From the first line of the entries below through the line bearing "0 #a9aeb7) drop-shadow(-2px", write out each line exactly. Omit pictures.
____________
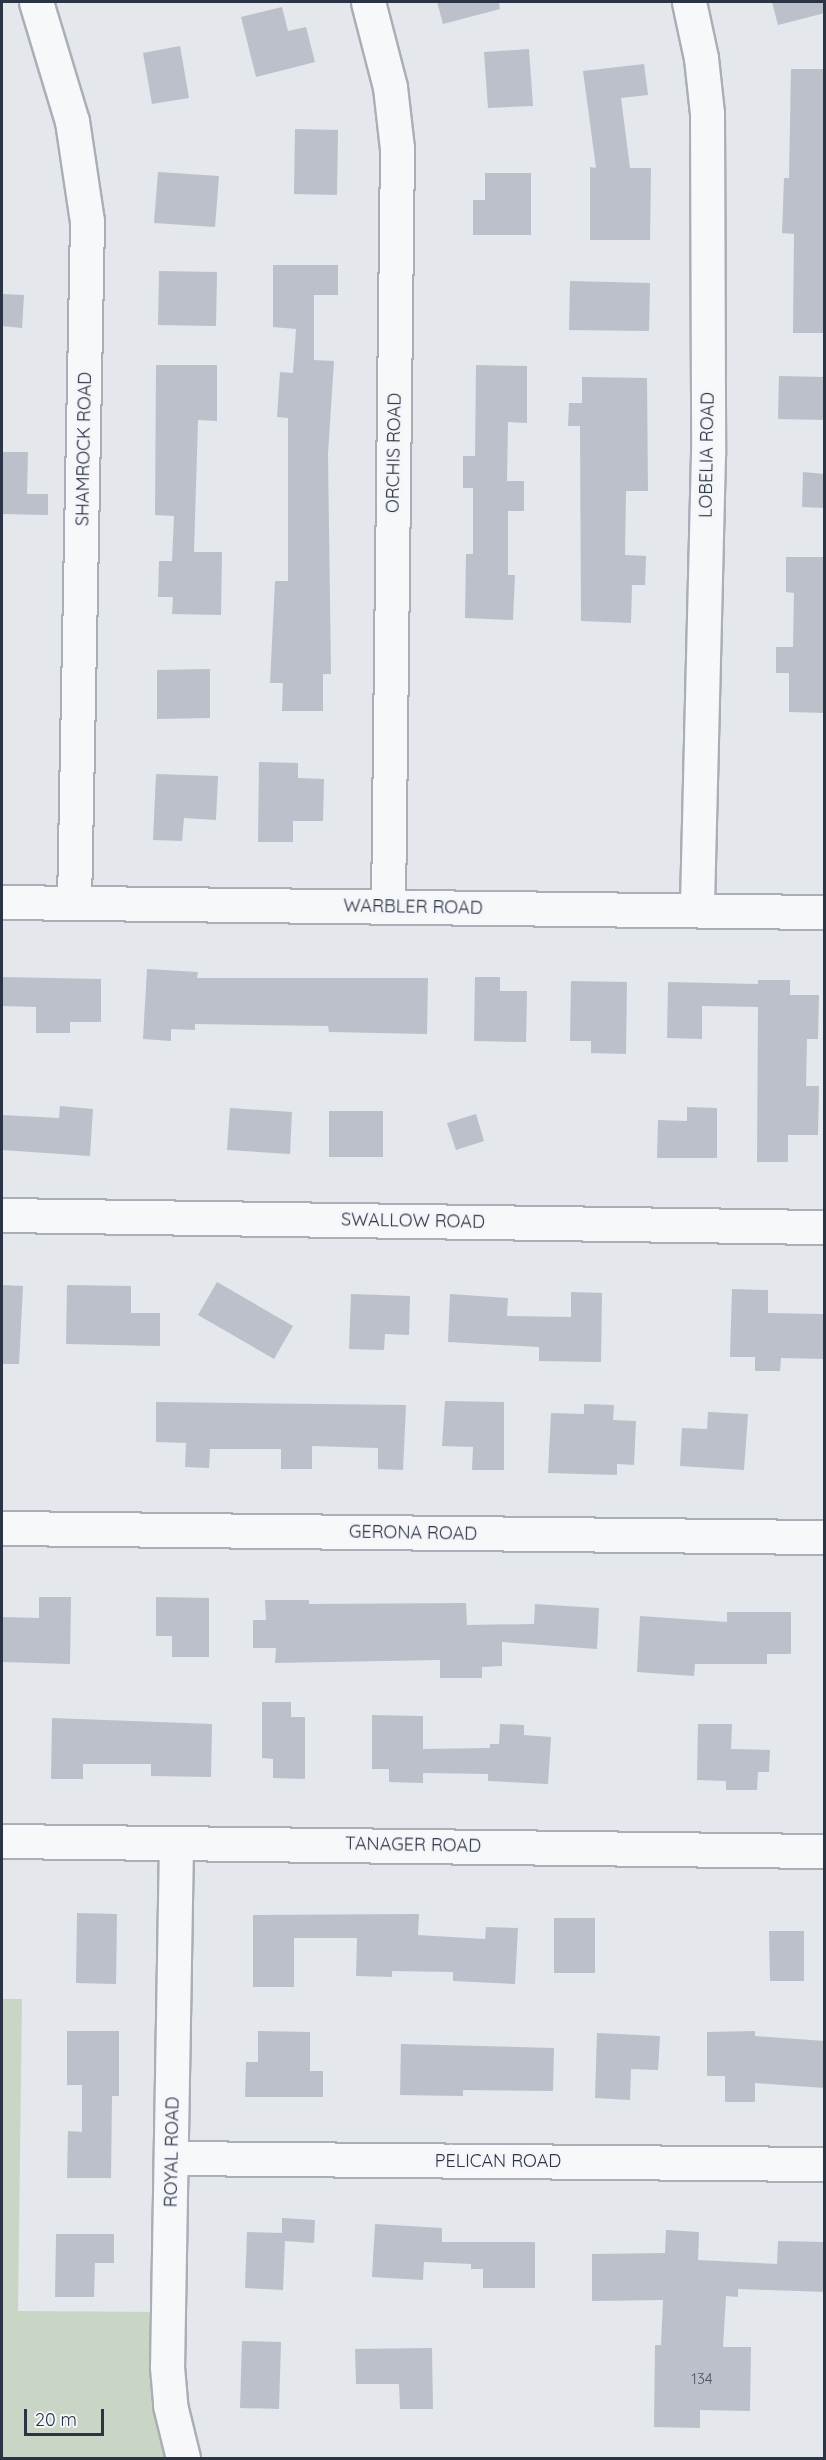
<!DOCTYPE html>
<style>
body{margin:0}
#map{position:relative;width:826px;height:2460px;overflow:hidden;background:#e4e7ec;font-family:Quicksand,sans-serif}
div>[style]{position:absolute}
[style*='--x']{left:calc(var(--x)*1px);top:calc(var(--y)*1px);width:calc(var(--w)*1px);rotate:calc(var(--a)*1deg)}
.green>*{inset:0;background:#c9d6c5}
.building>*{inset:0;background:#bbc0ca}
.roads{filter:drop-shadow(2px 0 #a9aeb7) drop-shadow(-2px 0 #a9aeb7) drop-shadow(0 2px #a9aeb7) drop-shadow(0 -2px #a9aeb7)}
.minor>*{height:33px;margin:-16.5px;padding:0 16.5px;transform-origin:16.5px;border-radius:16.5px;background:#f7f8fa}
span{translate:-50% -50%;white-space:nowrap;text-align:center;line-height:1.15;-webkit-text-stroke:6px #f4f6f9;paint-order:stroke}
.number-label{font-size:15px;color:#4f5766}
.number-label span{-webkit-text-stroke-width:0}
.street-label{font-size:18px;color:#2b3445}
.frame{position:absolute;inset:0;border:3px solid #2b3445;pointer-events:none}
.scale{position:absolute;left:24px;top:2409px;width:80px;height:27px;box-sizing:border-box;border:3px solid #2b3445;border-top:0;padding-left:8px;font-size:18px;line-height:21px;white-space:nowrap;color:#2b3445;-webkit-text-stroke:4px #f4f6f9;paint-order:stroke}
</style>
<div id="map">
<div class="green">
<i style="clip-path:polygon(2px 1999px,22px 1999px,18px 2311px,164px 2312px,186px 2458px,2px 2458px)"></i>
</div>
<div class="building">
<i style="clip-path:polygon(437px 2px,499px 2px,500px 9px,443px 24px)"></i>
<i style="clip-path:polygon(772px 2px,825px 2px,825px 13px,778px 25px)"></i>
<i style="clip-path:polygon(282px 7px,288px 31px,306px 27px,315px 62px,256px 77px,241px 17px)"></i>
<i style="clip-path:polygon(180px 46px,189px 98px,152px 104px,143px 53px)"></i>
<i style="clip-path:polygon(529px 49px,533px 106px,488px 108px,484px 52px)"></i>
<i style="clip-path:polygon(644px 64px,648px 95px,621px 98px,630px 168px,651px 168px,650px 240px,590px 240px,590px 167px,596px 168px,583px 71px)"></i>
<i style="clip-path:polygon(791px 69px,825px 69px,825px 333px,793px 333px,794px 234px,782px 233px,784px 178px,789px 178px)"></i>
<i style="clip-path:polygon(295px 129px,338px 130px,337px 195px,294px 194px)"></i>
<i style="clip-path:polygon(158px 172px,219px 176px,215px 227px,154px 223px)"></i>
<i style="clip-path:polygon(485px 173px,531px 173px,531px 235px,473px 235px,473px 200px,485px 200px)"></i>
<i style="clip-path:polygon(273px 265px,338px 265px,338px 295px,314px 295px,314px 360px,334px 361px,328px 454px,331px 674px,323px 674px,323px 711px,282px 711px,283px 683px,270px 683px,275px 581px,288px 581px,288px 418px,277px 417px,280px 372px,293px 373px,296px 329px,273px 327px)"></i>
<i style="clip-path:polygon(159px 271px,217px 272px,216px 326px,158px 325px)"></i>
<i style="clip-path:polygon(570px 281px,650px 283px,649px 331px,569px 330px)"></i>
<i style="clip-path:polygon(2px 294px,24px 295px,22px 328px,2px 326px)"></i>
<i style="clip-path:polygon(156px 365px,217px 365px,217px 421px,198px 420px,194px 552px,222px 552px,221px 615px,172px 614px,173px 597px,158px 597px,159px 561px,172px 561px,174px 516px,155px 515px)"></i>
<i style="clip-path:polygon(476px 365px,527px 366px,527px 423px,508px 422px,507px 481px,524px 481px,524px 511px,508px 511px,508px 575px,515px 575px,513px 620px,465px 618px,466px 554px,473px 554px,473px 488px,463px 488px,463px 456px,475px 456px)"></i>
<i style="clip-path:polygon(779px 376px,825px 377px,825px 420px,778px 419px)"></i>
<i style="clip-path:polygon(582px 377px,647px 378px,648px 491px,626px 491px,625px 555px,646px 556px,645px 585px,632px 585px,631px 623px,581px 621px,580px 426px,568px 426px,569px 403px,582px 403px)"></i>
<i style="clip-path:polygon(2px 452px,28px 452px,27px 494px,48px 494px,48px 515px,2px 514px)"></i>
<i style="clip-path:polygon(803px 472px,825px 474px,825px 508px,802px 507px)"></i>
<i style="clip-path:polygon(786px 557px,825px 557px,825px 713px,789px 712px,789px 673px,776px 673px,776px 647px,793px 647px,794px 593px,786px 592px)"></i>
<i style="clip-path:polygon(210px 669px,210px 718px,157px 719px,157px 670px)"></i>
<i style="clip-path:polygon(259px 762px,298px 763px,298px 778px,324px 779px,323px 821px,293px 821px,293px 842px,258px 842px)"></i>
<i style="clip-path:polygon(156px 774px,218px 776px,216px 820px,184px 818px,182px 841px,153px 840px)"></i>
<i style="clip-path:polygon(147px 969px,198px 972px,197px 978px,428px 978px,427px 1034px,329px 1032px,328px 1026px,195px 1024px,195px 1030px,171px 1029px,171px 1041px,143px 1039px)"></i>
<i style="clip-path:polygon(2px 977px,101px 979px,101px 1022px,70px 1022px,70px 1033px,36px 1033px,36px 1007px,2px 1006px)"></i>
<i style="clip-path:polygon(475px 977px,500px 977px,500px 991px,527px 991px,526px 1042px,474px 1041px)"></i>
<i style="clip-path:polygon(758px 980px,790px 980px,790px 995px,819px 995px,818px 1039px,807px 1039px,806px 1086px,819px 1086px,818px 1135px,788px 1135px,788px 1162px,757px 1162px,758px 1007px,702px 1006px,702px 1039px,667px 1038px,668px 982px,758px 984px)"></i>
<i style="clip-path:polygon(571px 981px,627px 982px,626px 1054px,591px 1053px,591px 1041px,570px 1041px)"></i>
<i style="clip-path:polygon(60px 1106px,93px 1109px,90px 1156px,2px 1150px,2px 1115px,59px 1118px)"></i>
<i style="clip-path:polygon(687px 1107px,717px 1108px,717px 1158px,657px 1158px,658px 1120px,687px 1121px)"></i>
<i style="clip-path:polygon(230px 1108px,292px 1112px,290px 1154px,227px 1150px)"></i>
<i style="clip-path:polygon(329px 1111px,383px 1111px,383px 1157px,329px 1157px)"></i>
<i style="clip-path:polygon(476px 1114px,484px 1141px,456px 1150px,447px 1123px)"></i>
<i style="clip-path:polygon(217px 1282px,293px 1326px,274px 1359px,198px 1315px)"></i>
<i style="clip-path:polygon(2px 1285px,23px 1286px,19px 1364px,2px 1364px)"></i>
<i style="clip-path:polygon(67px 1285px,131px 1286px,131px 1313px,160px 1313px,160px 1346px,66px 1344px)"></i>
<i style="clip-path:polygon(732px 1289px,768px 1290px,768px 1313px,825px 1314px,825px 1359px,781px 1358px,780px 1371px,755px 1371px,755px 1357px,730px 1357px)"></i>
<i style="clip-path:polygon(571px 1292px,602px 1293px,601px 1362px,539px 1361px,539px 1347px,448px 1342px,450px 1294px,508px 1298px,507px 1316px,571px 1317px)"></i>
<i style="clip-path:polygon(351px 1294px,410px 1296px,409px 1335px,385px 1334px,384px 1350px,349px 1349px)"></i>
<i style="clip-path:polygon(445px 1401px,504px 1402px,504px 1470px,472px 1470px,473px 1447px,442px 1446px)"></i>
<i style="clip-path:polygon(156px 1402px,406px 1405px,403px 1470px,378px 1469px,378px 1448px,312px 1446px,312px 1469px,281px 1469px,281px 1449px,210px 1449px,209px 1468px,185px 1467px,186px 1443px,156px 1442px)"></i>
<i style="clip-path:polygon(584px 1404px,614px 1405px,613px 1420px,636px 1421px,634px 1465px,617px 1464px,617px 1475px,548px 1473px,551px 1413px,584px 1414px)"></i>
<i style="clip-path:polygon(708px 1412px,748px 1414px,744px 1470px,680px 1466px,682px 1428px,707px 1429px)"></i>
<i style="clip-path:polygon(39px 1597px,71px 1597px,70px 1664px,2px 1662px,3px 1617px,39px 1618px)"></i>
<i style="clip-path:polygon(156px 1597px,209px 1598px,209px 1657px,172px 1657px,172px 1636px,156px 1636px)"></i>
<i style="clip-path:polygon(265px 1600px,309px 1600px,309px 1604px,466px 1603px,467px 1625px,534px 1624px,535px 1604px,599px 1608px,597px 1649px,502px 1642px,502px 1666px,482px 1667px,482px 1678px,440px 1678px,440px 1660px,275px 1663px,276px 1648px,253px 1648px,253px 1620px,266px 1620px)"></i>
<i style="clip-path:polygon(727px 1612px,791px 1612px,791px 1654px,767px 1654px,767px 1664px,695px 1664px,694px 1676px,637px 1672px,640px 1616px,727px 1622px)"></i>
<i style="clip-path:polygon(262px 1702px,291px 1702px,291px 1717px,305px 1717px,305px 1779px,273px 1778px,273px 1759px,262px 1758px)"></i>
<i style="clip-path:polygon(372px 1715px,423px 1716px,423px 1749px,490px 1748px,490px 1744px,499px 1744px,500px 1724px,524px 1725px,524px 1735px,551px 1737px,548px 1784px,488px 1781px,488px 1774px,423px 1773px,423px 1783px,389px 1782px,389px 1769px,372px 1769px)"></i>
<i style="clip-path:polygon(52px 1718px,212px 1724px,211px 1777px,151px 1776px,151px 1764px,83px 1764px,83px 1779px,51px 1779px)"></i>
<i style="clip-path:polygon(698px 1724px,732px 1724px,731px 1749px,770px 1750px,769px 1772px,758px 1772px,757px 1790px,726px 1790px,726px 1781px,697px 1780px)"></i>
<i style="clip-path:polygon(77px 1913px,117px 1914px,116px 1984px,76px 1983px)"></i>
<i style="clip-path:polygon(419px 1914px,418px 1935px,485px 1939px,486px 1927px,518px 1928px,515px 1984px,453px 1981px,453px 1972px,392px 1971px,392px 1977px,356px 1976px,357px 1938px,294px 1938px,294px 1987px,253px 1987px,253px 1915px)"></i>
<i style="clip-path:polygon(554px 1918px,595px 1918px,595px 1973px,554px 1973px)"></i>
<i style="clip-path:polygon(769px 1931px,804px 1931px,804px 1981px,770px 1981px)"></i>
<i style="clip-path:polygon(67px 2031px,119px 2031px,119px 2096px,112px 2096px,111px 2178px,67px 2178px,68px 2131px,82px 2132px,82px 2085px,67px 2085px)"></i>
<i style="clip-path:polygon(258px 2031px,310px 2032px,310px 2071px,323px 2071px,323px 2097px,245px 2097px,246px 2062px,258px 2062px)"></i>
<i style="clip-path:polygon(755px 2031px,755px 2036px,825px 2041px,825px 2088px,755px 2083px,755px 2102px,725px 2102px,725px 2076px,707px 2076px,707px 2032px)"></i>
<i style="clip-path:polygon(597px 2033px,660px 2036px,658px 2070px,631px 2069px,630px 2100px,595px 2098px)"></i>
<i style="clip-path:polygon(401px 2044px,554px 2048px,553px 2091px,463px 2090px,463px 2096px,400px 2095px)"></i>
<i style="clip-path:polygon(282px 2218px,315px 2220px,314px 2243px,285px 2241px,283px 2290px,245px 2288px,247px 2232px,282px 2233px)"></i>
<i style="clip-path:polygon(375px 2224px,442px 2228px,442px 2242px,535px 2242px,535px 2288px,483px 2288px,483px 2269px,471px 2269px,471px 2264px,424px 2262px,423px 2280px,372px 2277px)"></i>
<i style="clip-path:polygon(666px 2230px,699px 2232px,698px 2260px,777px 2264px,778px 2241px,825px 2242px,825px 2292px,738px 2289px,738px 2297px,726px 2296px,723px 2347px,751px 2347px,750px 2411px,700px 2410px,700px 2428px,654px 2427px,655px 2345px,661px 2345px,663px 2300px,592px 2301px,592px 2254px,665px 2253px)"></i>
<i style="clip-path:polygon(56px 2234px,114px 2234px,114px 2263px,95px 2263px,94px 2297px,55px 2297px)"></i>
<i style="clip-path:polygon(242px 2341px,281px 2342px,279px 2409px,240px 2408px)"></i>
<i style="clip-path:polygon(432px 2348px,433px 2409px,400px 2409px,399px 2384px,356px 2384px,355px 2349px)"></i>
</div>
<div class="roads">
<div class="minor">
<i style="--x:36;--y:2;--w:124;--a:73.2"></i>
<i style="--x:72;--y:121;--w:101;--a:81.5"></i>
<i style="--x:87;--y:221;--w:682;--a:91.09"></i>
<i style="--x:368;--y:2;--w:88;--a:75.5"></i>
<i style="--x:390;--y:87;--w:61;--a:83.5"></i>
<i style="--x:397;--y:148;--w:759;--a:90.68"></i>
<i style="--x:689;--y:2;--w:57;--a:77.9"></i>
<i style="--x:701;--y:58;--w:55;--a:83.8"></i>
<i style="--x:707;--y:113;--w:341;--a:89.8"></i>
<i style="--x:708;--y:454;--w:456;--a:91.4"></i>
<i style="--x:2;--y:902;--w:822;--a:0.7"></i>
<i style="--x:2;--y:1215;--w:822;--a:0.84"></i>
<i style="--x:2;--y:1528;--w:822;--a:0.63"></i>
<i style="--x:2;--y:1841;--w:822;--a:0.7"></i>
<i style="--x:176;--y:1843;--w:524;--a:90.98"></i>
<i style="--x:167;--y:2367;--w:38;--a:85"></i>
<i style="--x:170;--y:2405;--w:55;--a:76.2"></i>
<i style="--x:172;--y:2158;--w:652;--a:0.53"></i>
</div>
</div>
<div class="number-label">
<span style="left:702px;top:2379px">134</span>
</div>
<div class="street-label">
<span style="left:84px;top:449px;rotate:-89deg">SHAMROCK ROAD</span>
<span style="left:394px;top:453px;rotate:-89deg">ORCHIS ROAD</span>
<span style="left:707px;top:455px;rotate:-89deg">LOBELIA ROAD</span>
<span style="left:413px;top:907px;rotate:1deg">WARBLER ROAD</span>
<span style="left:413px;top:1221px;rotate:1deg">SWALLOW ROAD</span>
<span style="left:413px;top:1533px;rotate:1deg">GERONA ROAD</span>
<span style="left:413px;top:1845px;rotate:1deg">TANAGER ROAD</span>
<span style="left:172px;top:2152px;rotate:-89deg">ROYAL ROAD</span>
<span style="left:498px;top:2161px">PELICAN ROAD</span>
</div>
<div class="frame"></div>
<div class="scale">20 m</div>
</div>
____________
OUTPUT FOR THIS EXERCISE
<!DOCTYPE html>
<style>
body{margin:0}
#map{position:relative;width:826px;height:2460px;overflow:hidden;background:#e4e7ec;font-family:Quicksand,sans-serif}
div>[style]{position:absolute}
[style*='--x']{left:calc(var(--x)*1px);top:calc(var(--y)*1px);width:calc(var(--w)*1px);rotate:calc(var(--a)*1deg)}
.green>*{inset:0;background:#c9d6c5}
.building>*{inset:0;background:#bbc0ca}
.roads{filter:drop-shadow(2px 0 #a9aeb7) drop-shadow(-2px 0 #a9aeb7) drop-shadow(0 2px #a9aeb7) drop-shadow(0 -2px #a9aeb7)}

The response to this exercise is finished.